• [Required action]: Nothing more is wanted than an exact repeat of the data below.

[[ Given records, beginning ]]

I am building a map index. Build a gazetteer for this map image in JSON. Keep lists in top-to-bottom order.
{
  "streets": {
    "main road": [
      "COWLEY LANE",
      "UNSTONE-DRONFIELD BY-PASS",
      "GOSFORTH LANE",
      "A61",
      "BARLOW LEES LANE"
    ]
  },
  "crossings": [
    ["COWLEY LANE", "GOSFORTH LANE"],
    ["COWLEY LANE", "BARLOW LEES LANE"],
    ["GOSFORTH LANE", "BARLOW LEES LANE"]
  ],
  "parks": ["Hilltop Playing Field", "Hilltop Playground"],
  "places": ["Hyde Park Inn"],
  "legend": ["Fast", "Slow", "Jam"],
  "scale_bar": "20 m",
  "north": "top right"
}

[[ Given records, end ]]

• [Reply to the task]:
I am building a map index. Build a gazetteer for this map image in JSON. Keep lists in top-to-bottom order.
{
  "streets": {
    "main road": [
      "COWLEY LANE",
      "UNSTONE-DRONFIELD BY-PASS",
      "GOSFORTH LANE",
      "A61",
      "BARLOW LEES LANE"
    ]
  },
  "crossings": [
    ["COWLEY LANE", "GOSFORTH LANE"],
    ["COWLEY LANE", "BARLOW LEES LANE"],
    ["GOSFORTH LANE", "BARLOW LEES LANE"]
  ],
  "parks": ["Hilltop Playing Field", "Hilltop Playground"],
  "places": ["Hyde Park Inn"],
  "legend": ["Fast", "Slow", "Jam"],
  "scale_bar": "20 m",
  "north": "top right"
}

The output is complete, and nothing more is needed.